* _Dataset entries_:
# # #
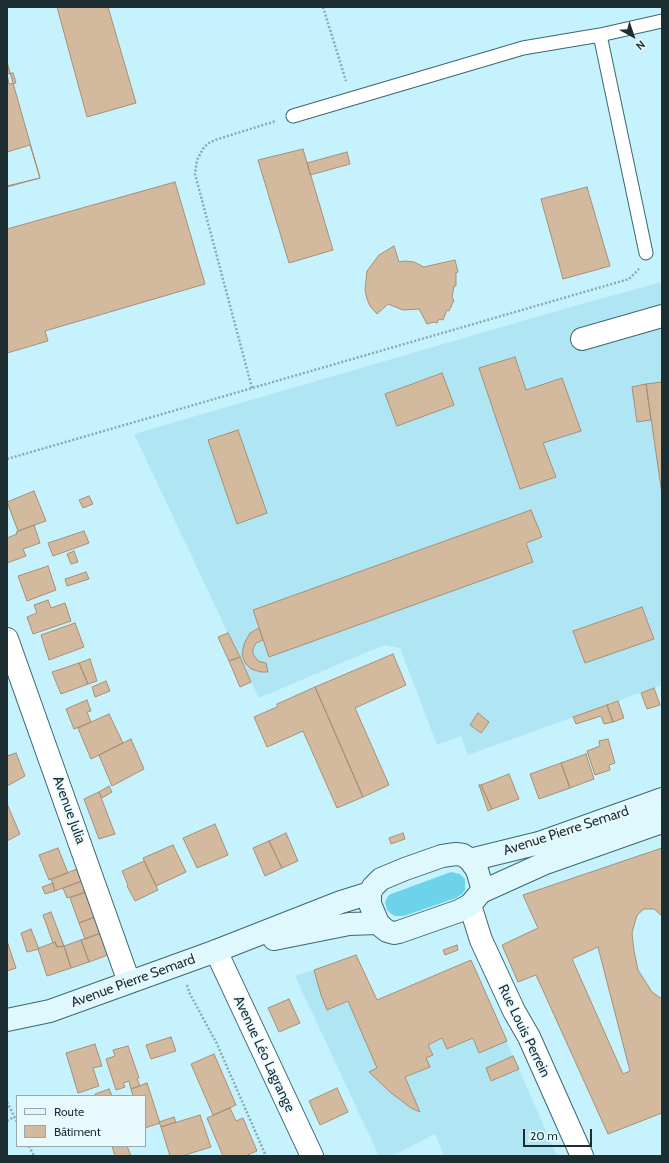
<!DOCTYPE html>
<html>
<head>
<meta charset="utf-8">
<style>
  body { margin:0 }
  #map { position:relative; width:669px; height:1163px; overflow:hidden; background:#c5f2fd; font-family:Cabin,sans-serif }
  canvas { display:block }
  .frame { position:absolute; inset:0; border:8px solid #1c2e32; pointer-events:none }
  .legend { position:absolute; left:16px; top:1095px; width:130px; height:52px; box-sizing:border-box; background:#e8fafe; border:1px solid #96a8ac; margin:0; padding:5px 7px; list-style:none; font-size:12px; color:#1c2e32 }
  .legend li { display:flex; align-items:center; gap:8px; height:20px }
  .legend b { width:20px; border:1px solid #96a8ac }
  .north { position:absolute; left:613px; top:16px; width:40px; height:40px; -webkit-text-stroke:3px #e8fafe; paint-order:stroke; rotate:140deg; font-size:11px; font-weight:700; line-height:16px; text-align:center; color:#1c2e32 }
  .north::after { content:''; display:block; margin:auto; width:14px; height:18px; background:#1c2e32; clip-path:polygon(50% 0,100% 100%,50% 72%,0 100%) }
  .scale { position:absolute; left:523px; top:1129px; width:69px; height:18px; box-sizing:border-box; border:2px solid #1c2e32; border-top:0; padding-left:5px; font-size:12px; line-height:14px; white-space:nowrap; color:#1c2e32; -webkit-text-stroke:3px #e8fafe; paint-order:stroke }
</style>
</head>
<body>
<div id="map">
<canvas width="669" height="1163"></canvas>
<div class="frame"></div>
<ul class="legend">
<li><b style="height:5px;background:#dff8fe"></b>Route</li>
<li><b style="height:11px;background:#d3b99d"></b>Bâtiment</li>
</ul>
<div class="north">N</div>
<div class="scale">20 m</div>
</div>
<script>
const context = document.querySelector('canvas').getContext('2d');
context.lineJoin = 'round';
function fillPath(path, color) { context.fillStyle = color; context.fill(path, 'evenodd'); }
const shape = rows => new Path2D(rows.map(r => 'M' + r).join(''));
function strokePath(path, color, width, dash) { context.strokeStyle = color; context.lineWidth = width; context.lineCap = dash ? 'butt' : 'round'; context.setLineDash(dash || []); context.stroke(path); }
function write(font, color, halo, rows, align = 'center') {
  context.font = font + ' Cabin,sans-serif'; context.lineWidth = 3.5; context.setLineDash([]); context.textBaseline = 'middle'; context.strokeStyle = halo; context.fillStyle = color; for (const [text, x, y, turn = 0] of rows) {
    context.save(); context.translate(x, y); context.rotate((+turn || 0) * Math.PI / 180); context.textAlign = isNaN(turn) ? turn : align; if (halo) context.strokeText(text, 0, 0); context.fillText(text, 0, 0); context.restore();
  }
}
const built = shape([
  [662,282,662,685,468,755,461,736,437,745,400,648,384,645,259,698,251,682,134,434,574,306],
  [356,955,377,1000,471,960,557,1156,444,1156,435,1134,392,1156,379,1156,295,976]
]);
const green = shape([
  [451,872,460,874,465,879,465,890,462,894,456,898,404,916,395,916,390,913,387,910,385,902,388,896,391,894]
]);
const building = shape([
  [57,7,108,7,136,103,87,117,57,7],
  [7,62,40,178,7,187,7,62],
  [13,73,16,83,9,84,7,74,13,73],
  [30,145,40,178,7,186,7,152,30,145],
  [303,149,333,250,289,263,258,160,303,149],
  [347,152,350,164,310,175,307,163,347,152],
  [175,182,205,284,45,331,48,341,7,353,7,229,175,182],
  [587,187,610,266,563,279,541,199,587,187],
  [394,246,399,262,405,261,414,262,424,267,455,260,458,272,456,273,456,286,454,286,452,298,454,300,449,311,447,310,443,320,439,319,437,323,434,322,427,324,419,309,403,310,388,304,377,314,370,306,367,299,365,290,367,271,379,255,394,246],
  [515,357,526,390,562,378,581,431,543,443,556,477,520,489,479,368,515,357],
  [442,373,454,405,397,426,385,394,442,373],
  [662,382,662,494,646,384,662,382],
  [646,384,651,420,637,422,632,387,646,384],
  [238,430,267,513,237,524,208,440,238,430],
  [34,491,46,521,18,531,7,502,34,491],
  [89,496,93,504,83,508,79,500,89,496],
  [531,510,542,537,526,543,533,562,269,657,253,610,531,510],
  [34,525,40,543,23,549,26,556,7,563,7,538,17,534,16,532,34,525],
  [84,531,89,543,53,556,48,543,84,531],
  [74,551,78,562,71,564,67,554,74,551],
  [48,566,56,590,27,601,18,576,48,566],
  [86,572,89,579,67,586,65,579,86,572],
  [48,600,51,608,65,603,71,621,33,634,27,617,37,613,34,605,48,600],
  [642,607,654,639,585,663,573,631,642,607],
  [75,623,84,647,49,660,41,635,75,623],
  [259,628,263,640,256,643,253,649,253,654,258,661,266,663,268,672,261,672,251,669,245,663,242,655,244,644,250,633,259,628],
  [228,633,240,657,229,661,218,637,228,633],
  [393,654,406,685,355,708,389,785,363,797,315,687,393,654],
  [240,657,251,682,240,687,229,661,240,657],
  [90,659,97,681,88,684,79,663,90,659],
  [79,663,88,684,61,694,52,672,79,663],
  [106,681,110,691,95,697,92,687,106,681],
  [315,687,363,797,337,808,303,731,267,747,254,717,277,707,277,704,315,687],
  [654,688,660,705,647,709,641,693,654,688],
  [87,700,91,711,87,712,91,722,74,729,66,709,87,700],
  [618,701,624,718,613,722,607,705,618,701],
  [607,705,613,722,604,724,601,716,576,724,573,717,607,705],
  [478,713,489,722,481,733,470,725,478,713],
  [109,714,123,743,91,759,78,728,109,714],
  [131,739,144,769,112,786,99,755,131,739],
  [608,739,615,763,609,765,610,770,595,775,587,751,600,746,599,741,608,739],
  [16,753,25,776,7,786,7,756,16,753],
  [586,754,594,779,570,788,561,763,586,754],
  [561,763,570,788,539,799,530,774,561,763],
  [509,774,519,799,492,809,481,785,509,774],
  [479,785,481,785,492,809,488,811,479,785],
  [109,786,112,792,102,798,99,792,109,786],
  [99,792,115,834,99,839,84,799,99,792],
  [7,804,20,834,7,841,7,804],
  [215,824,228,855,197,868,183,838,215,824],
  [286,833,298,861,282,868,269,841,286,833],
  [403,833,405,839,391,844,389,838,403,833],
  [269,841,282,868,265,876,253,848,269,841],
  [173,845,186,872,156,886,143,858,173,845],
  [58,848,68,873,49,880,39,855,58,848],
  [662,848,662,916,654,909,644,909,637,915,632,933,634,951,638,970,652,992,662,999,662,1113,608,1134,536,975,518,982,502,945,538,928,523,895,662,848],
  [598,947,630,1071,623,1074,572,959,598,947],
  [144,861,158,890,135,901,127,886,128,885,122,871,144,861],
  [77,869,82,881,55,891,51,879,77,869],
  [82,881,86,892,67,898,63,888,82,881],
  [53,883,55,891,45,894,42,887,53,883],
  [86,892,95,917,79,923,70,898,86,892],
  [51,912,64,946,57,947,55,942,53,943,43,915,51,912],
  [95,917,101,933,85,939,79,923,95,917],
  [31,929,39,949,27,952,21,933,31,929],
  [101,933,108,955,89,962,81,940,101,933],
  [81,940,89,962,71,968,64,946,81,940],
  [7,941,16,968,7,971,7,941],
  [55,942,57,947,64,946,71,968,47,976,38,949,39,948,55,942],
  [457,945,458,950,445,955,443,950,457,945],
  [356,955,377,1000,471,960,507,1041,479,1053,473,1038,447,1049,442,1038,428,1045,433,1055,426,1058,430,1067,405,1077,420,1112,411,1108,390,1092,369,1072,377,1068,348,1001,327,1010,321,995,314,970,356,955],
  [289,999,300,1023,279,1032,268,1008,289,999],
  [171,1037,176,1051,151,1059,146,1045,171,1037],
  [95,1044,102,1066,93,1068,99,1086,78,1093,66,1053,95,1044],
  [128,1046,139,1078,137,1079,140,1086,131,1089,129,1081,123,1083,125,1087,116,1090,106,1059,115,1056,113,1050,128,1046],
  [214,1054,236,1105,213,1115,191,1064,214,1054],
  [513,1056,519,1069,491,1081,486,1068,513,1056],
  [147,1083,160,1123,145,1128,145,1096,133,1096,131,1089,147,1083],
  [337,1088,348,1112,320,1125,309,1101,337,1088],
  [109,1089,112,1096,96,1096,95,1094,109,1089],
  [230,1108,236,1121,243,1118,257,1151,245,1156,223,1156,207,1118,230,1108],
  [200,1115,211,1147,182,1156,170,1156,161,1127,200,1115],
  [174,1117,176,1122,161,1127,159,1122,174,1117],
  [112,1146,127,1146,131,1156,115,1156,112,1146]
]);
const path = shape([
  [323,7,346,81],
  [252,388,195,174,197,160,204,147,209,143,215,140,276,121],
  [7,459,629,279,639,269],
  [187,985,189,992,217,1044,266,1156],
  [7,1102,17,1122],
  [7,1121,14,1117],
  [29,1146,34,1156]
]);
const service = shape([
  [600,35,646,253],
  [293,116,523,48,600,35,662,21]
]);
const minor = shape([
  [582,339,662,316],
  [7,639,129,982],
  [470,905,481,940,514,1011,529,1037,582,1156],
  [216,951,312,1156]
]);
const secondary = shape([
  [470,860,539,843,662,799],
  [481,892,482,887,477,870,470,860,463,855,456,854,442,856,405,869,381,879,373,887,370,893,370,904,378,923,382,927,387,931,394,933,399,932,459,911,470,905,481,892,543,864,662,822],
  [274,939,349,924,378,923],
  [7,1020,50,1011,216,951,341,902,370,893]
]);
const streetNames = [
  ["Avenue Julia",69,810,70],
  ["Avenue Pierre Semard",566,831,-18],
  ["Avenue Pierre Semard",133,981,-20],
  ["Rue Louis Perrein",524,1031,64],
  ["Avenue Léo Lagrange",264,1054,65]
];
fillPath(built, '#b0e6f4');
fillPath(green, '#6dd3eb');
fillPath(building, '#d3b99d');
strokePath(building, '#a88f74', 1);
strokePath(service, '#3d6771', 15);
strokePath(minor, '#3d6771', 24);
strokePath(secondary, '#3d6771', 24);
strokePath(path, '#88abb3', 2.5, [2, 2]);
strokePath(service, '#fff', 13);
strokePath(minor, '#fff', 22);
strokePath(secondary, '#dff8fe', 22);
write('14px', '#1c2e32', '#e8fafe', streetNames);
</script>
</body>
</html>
# # #
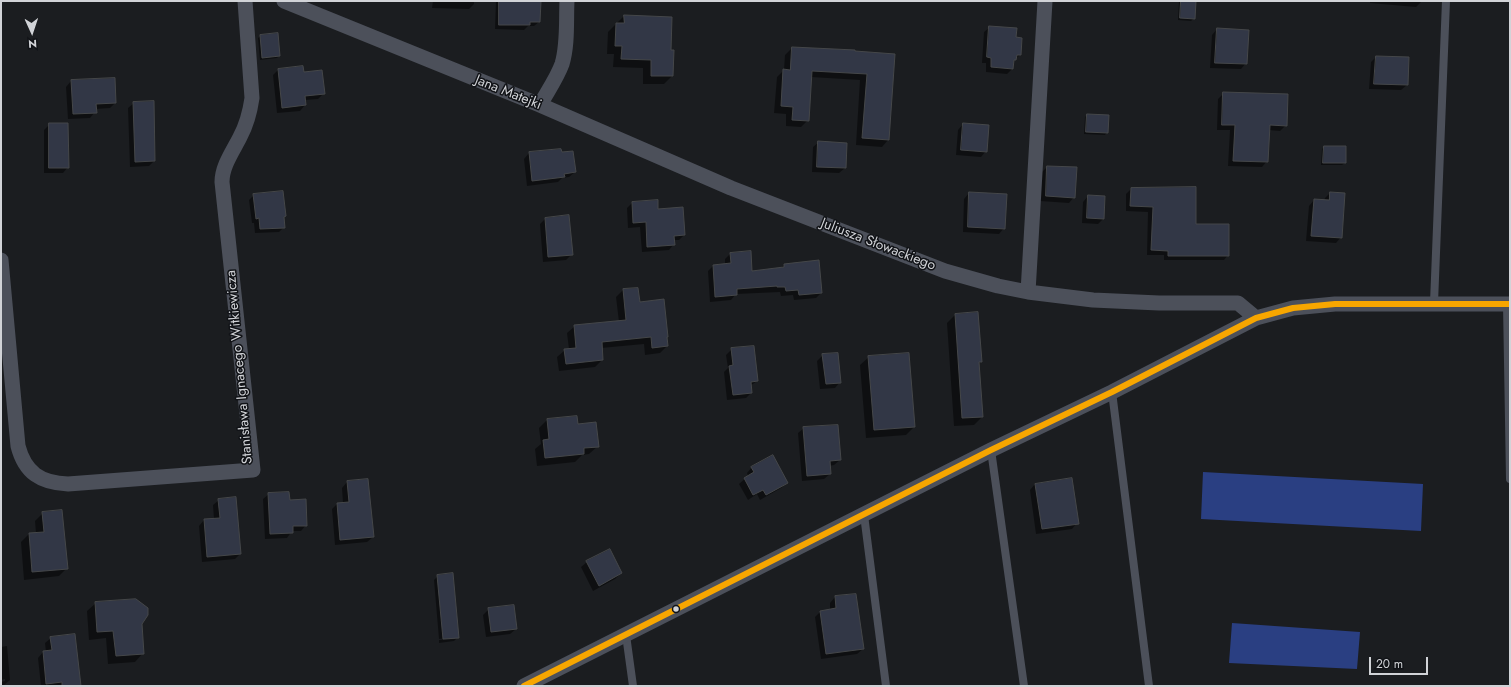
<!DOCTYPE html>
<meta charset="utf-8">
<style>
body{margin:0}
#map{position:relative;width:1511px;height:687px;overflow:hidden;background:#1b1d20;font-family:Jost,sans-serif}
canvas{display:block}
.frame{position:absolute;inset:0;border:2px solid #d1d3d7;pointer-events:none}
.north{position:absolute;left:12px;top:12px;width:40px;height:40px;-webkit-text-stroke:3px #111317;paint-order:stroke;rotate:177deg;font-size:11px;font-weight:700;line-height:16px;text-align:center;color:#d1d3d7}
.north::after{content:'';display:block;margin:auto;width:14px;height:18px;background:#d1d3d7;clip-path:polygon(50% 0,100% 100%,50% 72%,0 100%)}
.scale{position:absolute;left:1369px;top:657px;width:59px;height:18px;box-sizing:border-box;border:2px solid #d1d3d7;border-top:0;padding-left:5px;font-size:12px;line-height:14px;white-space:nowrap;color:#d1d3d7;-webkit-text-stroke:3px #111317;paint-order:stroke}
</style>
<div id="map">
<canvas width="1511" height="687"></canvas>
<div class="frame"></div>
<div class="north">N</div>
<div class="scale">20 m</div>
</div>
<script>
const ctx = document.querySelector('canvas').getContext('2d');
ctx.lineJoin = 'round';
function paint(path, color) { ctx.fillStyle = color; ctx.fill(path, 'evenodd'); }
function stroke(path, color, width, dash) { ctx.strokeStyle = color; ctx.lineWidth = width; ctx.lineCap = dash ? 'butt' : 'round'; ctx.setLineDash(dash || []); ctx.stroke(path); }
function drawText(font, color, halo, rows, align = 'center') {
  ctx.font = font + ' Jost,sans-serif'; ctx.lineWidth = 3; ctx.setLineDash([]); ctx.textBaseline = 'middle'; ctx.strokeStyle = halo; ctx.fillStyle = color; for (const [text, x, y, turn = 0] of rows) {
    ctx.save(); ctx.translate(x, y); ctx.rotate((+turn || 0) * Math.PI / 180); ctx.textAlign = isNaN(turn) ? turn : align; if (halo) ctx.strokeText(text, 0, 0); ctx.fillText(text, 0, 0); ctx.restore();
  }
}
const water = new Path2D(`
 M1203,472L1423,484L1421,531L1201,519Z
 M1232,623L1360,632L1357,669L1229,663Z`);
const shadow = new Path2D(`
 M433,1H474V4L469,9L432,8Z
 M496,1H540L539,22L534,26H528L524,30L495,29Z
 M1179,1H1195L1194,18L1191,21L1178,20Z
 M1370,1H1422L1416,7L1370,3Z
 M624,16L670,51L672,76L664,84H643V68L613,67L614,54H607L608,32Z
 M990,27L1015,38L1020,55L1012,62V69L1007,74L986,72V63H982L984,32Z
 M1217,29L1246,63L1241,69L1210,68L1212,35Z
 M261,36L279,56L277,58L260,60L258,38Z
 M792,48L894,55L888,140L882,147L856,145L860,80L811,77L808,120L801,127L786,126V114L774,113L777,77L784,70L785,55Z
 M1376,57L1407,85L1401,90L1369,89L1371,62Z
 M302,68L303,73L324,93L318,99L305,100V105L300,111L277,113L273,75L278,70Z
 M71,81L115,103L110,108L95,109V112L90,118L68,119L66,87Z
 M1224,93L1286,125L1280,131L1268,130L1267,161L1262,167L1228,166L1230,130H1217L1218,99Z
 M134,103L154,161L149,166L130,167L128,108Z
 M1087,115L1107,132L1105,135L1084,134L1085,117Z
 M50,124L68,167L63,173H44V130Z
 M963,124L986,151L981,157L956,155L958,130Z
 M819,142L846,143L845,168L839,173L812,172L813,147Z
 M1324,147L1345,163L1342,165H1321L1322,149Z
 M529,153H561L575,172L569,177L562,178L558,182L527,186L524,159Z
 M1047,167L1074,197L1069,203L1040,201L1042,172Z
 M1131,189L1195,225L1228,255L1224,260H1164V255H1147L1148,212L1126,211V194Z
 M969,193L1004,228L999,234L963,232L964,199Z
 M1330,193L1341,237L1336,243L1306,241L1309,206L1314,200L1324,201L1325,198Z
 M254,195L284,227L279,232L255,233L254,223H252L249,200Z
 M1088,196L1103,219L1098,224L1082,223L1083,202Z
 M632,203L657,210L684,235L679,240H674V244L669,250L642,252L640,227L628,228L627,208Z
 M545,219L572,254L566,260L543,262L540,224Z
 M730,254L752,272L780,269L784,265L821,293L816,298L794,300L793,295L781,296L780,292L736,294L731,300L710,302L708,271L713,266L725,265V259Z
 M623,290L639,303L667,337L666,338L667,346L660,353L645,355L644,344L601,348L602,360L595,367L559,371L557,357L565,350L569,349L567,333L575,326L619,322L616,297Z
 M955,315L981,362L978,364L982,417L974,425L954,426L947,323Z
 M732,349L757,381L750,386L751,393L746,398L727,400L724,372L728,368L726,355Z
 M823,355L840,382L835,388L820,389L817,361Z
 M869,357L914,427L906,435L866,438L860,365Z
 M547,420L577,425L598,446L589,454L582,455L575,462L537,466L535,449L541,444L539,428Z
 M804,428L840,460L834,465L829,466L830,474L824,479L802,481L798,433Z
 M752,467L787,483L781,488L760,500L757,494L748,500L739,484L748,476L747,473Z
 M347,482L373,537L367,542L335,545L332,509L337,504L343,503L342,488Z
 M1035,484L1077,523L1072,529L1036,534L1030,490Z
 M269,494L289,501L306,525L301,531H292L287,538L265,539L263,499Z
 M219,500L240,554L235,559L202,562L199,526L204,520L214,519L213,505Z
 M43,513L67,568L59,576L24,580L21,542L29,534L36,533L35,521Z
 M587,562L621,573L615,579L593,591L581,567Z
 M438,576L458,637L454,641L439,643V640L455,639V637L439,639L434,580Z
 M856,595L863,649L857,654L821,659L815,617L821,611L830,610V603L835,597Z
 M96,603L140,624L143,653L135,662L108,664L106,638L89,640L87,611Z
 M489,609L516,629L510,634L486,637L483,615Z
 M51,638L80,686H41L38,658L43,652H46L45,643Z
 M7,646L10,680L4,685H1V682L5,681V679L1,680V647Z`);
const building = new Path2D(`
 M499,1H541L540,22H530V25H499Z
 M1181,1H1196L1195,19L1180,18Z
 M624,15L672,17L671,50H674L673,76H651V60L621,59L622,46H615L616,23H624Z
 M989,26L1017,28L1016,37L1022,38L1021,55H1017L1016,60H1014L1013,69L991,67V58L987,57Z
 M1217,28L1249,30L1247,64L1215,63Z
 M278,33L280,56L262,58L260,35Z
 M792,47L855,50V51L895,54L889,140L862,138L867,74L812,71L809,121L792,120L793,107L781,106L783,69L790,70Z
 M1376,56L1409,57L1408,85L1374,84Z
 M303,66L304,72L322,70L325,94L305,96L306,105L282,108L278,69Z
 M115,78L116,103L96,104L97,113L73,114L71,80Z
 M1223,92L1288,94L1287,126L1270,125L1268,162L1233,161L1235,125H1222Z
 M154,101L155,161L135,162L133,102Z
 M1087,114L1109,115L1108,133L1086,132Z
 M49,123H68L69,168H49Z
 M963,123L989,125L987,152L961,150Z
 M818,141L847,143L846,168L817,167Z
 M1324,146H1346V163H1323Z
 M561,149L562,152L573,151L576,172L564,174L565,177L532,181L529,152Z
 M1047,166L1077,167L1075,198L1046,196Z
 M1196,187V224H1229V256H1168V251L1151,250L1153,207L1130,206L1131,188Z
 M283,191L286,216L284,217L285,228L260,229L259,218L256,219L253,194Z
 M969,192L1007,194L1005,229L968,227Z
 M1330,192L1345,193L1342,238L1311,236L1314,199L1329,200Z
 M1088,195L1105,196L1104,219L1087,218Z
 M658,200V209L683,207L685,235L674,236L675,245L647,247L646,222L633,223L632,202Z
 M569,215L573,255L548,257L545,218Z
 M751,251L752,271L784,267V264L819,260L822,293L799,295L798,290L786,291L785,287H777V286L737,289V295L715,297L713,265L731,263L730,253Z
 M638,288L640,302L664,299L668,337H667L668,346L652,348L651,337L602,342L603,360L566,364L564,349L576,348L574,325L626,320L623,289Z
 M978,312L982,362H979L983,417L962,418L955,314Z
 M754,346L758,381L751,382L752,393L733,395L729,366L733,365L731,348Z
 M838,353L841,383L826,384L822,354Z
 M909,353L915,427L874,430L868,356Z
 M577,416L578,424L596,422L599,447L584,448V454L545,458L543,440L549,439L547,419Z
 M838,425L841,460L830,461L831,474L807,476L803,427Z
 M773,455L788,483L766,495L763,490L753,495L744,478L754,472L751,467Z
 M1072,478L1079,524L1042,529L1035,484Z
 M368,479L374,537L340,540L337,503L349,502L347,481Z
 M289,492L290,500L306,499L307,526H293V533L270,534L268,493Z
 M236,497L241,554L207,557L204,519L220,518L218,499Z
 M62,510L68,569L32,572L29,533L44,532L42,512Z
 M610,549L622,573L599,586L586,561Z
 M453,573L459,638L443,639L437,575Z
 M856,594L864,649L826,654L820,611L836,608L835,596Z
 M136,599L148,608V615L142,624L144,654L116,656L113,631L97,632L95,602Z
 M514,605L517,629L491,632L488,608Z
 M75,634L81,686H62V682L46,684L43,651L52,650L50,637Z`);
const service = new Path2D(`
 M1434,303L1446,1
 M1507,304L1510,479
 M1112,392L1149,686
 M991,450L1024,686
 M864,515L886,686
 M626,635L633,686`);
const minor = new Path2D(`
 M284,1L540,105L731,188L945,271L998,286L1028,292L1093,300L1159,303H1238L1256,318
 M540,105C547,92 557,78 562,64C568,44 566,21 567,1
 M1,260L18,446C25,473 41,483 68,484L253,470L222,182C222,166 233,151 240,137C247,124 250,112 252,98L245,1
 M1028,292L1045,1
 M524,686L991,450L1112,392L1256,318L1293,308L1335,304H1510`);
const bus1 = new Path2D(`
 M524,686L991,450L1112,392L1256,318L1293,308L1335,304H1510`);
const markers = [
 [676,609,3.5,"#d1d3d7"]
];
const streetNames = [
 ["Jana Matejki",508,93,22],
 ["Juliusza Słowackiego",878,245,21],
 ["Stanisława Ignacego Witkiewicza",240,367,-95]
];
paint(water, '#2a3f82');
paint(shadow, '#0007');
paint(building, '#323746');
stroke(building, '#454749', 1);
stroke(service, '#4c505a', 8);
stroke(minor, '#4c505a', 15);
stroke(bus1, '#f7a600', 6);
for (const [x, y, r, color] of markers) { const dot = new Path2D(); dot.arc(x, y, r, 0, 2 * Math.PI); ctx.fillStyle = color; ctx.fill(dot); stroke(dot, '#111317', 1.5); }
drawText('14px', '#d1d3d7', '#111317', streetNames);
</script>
# # #
* _TASK TO CARRY OUT_: Copy the records above exactly, beginning at the line that contains "function strokePath(path, color, width, dash)" and stopping after the line that contains "context.font = font".

* _ANSWER BOX_:
function strokePath(path, color, width, dash) { context.strokeStyle = color; context.lineWidth = width; context.lineCap = dash ? 'butt' : 'round'; context.setLineDash(dash || []); context.stroke(path); }
function write(font, color, halo, rows, align = 'center') {
  context.font = font + ' Cabin,sans-serif'; context.lineWidth = 3.5; context.setLineDash([]); context.textBaseline = 'middle'; context.strokeStyle = halo; context.fillStyle = color; for (const [text, x, y, turn = 0] of rows) {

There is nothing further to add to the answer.